About this exercise
Reproduce exactly the lines below, from the first one through the line containing "solid #fff;border-radius:50%;box-shadow:0 2px", and omit any pictures.

Data items
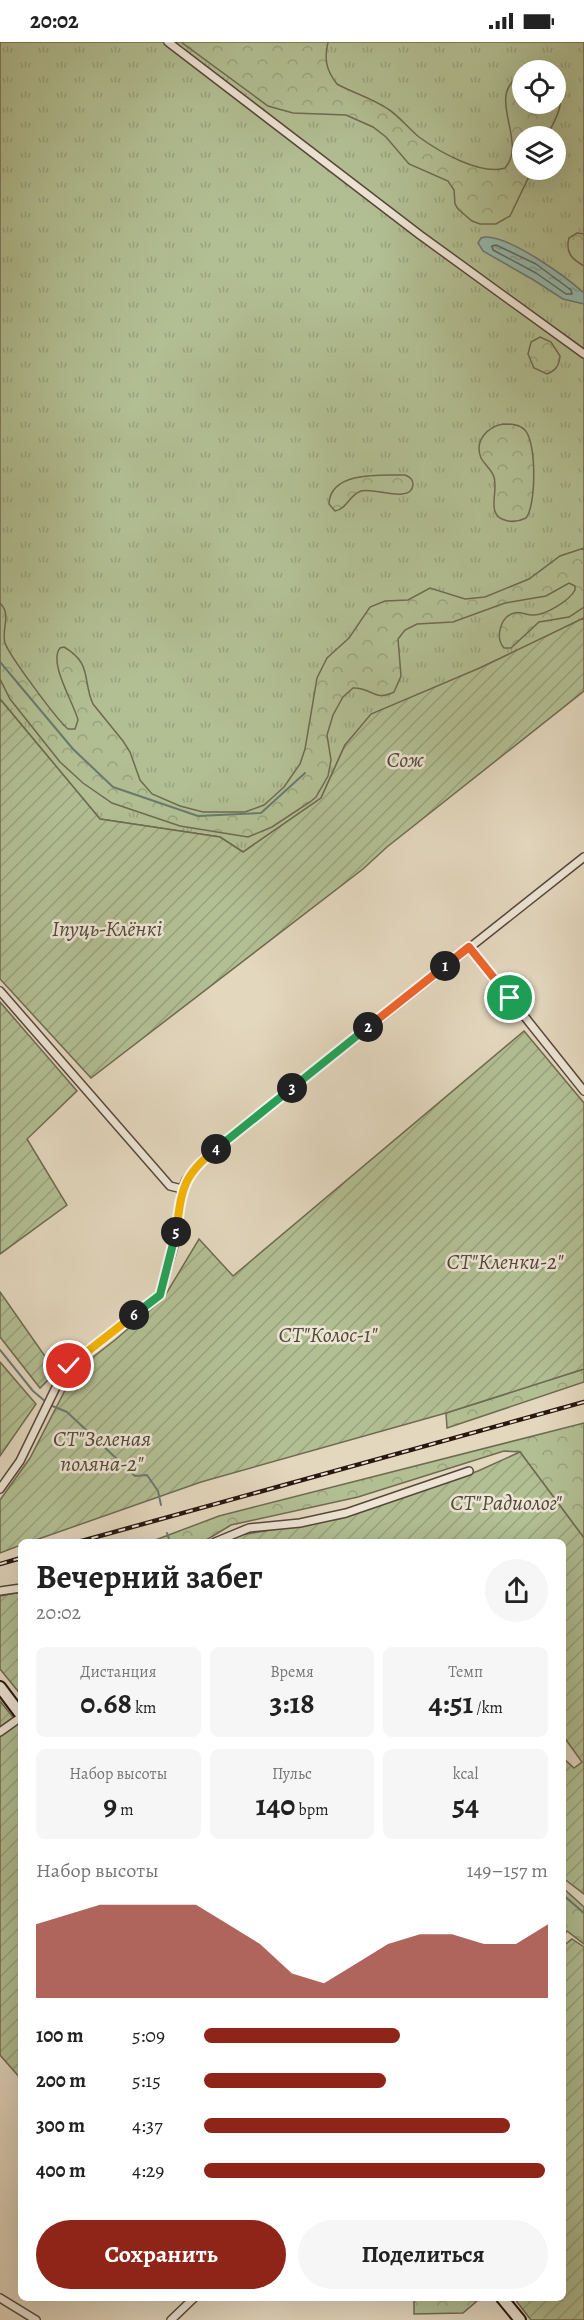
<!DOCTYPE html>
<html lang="ru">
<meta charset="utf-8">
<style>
:root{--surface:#fff;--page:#f6f6f6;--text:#222;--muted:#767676;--accent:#8f2418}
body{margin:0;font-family:Alegreya,serif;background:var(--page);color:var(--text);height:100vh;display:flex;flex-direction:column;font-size:22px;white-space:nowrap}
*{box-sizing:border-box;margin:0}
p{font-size:20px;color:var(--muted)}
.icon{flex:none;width:33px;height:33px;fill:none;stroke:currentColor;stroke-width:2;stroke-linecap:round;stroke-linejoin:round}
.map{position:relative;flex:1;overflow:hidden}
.panel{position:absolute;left:18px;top:1497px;width:548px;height:762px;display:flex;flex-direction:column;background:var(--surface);border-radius:9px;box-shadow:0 6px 24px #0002}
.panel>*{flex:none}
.tools{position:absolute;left:512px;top:18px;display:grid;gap:12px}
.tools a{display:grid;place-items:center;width:54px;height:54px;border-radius:50%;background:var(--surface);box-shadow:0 6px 24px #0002;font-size:30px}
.pin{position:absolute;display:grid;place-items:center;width:51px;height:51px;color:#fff;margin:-26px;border:3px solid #fff;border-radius:50%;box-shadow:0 2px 6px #0007}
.km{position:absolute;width:30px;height:30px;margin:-15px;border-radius:50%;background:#222;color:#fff;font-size:16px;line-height:30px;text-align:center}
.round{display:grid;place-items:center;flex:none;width:63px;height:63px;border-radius:32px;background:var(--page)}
.summary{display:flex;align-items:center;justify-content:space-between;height:102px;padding:0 18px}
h1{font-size:33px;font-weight:700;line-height:45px}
.stats{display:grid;grid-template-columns:repeat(3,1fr);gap:9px;height:102px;padding:6px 18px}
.stats div{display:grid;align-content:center;border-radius:9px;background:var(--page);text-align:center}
.stats b{font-size:30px;font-weight:700}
.stats small{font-size:16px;font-weight:400}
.stats p{font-size:16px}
.chart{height:168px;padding:12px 18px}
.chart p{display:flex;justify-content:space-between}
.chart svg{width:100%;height:108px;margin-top:6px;fill:var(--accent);opacity:.7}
.cta{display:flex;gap:12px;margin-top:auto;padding:12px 18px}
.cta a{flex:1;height:69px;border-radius:36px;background:var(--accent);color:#fff;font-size:24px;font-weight:700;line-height:69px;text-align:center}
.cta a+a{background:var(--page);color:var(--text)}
ul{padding:0 18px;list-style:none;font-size:20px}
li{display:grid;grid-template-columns:96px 72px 1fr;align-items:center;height:45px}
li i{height:15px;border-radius:8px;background:var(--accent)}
.status{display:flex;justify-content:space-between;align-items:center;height:42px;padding:0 30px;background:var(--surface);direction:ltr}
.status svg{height:16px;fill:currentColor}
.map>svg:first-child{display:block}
.grass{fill:url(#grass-tufts);stroke:#6e6b51;stroke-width:1.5;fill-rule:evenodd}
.forest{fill:url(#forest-crowns);stroke:#6e6b51;stroke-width:1.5}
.garden{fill:url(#garden-furrows);stroke:#6e6b51;stroke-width:1.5}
.water{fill:url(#water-ripples);stroke:#6a7970;stroke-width:1.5}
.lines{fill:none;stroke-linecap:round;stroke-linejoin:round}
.shore{stroke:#5f6860;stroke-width:1.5}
.stream{stroke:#6a7970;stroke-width:2}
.street-casing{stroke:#58473b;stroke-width:10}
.secondary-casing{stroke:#29170f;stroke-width:14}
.street{stroke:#ede5d5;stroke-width:7}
.secondary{stroke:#ede5d5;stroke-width:10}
.rail-casing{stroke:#29170f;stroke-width:4.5}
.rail{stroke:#ede5d5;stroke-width:2;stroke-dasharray:7;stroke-linecap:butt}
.split-1-casing{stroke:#fff;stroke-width:12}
.split-2-casing{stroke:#fff;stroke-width:12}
.split-3-casing{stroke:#fff;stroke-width:12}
.split-4-casing{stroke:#fff;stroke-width:12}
.split-5-casing{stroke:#fff;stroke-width:12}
.split-6-casing{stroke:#fff;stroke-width:12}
.split-7-casing{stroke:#fff;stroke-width:12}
.split-1{stroke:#f0652b;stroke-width:8}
.split-2{stroke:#f0652b;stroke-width:8}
.split-3{stroke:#22a559;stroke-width:8}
.split-4{stroke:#22a559;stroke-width:8}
.split-5{stroke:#f5b400;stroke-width:8}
.split-6{stroke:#22a559;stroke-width:8}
.split-7{stroke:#f5b400;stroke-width:8}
.labels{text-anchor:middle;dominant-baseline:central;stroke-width:5;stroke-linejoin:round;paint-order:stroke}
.park-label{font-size:22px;font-style:italic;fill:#524937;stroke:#ede5d5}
</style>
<div class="status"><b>20:02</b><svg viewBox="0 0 49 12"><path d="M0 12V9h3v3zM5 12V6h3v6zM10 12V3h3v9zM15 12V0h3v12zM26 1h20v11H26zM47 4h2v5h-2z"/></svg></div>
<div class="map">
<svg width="584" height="2278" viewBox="0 0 584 2278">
<defs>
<pattern id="grass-tufts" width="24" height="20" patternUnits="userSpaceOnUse" patternTransform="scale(1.5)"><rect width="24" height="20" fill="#b2bf93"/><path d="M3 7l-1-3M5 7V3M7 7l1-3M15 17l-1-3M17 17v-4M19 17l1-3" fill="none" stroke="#99a37e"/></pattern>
<pattern id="forest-crowns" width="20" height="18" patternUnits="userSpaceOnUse" patternTransform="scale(1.5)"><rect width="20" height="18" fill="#b2bf93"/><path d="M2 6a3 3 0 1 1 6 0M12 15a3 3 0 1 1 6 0" fill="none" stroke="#99a37e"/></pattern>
<pattern id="garden-furrows" width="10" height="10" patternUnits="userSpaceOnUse" patternTransform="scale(1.5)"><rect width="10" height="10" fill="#b2bf93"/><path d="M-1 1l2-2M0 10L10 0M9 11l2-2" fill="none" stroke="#99a37e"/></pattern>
<pattern id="water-ripples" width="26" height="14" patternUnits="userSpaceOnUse" patternTransform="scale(1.5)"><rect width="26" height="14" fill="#95bab0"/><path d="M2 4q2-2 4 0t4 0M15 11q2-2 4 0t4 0" fill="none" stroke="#809f96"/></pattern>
</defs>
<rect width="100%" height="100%" fill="#e3d7be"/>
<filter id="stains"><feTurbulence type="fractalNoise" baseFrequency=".00333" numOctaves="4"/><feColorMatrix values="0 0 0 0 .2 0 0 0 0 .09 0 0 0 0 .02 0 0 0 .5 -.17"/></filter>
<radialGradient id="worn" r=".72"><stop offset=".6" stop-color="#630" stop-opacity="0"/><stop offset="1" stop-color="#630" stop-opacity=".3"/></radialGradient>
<path class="grass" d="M0 0H584V576L482 625 345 703 321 756 243 810 220 795 100 777 0 657ZM522 28H555V62H522ZM522 94H555V128H522Z"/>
<path class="forest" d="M181 0H328C324 17 326 28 337 42 353 51 372 56 388 67 399 74 408 86 419 95 438 109 481 134 505 126 529 99 483 52 522 33V62H555V42C568 60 555 77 547 94H522V128H532L510 174 496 182H480L472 179 458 167 455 162 454 148 448 139 409 122 386 95 373 85 346 73 293 71 268 64Z
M577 191 584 192V224C572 217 565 211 569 196Z
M540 295 551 300 560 314C559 324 556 328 547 332L534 326 528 312 531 300Z
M503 382C511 382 519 382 525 388 537 401 536 464 526 476 520 479 514 480 508 479 484 475 499 450 494 435 492 428 485 423 481 416 474 399 487 385 503 382Z
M405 433C410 435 413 437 413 443 411 462 374 445 361 449 349 453 347 467 335 469L329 462C330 429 382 433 405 433Z
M584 506V565L569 575 539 580 511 606H504C495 596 500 575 514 571 520 569 526 573 532 573 545 574 570 558 575 548V544L569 541 546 554 505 561 453 580 417 582 405 588 398 597 401 634 394 650C374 660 371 645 353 646L343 655 333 673 327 693 331 718 328 734 316 755 310 760 272 785 248 795 180 784 112 761 83 741 60 720 10 657 0 637V561C12 573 1 587 5 601 9 613 57 678 68 687H75L78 678C74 661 48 621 60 606L64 605C93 622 82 638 93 662L123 699 130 710 140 738 152 752 180 764 203 770H245L264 763 273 755 284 745 300 722 305 707 317 636 327 616 349 596 370 565 385 559 408 558 430 546 465 557 485 555 529 537 560 514Z
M584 1327V1340L447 1386 446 1371Z
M584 1381V1496L520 1410 504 1409 358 1455 231 1483 203 1500H150L219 1474Z
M563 1846 584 1865V1902L567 1889 563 1894Z
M414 2256H475L477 2259 463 2271 414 2272Z"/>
<path class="garden" d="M584 576V649L387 805 363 827 91 1036 0 937V657L100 777 220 795 243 810 321 756 345 703 371 672 482 625Z
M0 960 77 1049 27 1097 67 1163 0 1212Z
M524 989 584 1061V1327L446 1371 201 1440 30 1500H21V1503L0 1511V1458L30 1416 75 1329 115 1298 163 1257 199 1197 233 1234Z
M0 1250 56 1330 40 1346 0 1295Z
M0 1320 36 1362 0 1414Z
M520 1410 584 1496V1852L563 1836V1716L574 1726 582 1720 564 1695 563 1698 562 1500H226L235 1494 343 1476 478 1429Z
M21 1550V1653L0 1627V1554Z
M0 1659 21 1685V2037L0 2013Z
M572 1897 584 1905V2278H531L514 2256H562V1905Z"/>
<path class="water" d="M485 195C510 194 565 234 584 251V262L563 257 532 237 483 209 478 201 481 196Z"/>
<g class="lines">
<path class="shore" d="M496 203 536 222 571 248 572 252H566L536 231 493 208 492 204Z"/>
<path class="stream" d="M0 620 73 707 113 745 198 774 261 771 305 731
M0 1308 33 1349 46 1360
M50 1363 67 1370 135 1434 147 1433 158 1449 161 1463
M167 1491 170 1500
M562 1852 584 1871"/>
<defs>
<path id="street" d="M168 0 420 193 584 312
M469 905 584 1049
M0 949 170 1144 182 1147
M0 1447 20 1419 58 1341 69 1324 160 1253 175 1200 182 1147 186 1138 203 1117 584 815
M215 1500 249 1486 300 1481 346 1471 469 1429
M0 1549 21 1546
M0 1690 21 1675
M0 2256 36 2278
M171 2278 194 2256"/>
<path id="secondary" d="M0 1645 21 1673
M502 2256 520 2278"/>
</defs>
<use href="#street" class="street-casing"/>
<use href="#secondary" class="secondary-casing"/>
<use href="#street" class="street"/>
<use href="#secondary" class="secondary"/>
<defs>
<path id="rail" d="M78 1500 584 1360
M0 1522 21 1516"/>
</defs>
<use href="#rail" class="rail-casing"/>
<use href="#rail" class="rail"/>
</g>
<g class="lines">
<defs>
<path id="split-1" d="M445 924 469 905 510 956"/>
<path id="split-2" d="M368 985 445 924"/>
<path id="split-3" d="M292 1046 368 985"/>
<path id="split-4" d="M216 1107 292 1046"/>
<path id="split-5" d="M176 1190C182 1148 181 1135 216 1107"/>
<path id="split-6" d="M134 1273 160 1253 176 1190"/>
<path id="split-7" d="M69 1324 134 1273"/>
</defs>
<use href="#split-1" class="split-1-casing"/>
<use href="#split-2" class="split-2-casing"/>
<use href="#split-3" class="split-3-casing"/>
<use href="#split-4" class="split-4-casing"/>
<use href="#split-5" class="split-5-casing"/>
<use href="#split-6" class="split-6-casing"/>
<use href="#split-7" class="split-7-casing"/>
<use href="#split-1" class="split-1"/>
<use href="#split-2" class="split-2"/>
<use href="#split-3" class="split-3"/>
<use href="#split-4" class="split-4"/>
<use href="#split-5" class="split-5"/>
<use href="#split-6" class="split-6"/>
<use href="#split-7" class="split-7"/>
</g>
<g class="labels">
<g class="park-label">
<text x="405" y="718">Сож</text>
<text x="107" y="887">Іпуць-Клёнкі</text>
<text x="505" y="1220">СТ"Кленки-2"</text>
<text x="328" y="1293">СТ"Колос-1"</text>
<text x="102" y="1397">СТ"Зеленая<tspan x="102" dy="25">поляна-2"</tspan></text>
<text x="506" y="1461">СТ"Радиолог"</text>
</g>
</g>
<rect width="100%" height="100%" filter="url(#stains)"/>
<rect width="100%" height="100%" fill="url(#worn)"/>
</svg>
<div class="tools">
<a><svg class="icon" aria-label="locate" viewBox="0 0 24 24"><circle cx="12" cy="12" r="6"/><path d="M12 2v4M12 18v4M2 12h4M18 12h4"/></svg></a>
<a><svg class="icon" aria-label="layers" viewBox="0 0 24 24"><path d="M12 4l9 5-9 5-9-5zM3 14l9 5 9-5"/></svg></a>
</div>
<div class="pin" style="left:510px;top:956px;background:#1e9e55"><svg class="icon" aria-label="arrive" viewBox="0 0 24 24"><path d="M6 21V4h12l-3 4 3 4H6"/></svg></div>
<div class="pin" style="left:69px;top:1324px;background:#d93025"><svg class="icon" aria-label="check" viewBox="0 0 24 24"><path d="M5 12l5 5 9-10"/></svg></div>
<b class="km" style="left:445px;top:924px">1</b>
<b class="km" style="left:368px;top:985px">2</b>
<b class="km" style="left:292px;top:1046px">3</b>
<b class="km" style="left:216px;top:1107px">4</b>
<b class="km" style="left:176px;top:1190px">5</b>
<b class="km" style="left:134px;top:1273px">6</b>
<section class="panel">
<div class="summary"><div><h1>Вечерний забег</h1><p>20:02</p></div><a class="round"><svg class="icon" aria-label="share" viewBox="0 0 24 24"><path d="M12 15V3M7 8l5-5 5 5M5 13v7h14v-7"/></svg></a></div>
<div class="stats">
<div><p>Дистанция</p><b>0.68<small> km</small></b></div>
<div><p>Время</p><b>3:18</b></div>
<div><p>Темп</p><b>4:51<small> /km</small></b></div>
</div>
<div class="stats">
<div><p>Набор высоты</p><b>9<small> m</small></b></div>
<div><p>Пульс</p><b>140<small> bpm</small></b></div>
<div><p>kcal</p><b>54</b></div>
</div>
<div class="chart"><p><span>Набор высоты</span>149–157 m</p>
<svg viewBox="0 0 160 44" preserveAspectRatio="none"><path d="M0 44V14L10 10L20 6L30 6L40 6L50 6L60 14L70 22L80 34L90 38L100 30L110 22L120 18L130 18L140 22L150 22L160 14V44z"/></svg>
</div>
<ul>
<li><b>100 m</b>5:09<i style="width:57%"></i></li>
<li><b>200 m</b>5:15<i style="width:53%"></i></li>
<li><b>300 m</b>4:37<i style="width:89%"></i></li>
<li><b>400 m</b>4:29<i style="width:99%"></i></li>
</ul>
<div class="cta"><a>Сохранить</a><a>Поделиться</a></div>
</section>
</div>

Answer space
<!DOCTYPE html>
<html lang="ru">
<meta charset="utf-8">
<style>
:root{--surface:#fff;--page:#f6f6f6;--text:#222;--muted:#767676;--accent:#8f2418}
body{margin:0;font-family:Alegreya,serif;background:var(--page);color:var(--text);height:100vh;display:flex;flex-direction:column;font-size:22px;white-space:nowrap}
*{box-sizing:border-box;margin:0}
p{font-size:20px;color:var(--muted)}
.icon{flex:none;width:33px;height:33px;fill:none;stroke:currentColor;stroke-width:2;stroke-linecap:round;stroke-linejoin:round}
.map{position:relative;flex:1;overflow:hidden}
.panel{position:absolute;left:18px;top:1497px;width:548px;height:762px;display:flex;flex-direction:column;background:var(--surface);border-radius:9px;box-shadow:0 6px 24px #0002}
.panel>*{flex:none}
.tools{position:absolute;left:512px;top:18px;display:grid;gap:12px}
.tools a{display:grid;place-items:center;width:54px;height:54px;border-radius:50%;background:var(--surface);box-shadow:0 6px 24px #0002;font-size:30px}
.pin{position:absolute;display:grid;place-items:center;width:51px;height:51px;color:#fff;margin:-26px;border:3px solid #fff;border-radius:50%;box-shadow:0 2px 6px #0007}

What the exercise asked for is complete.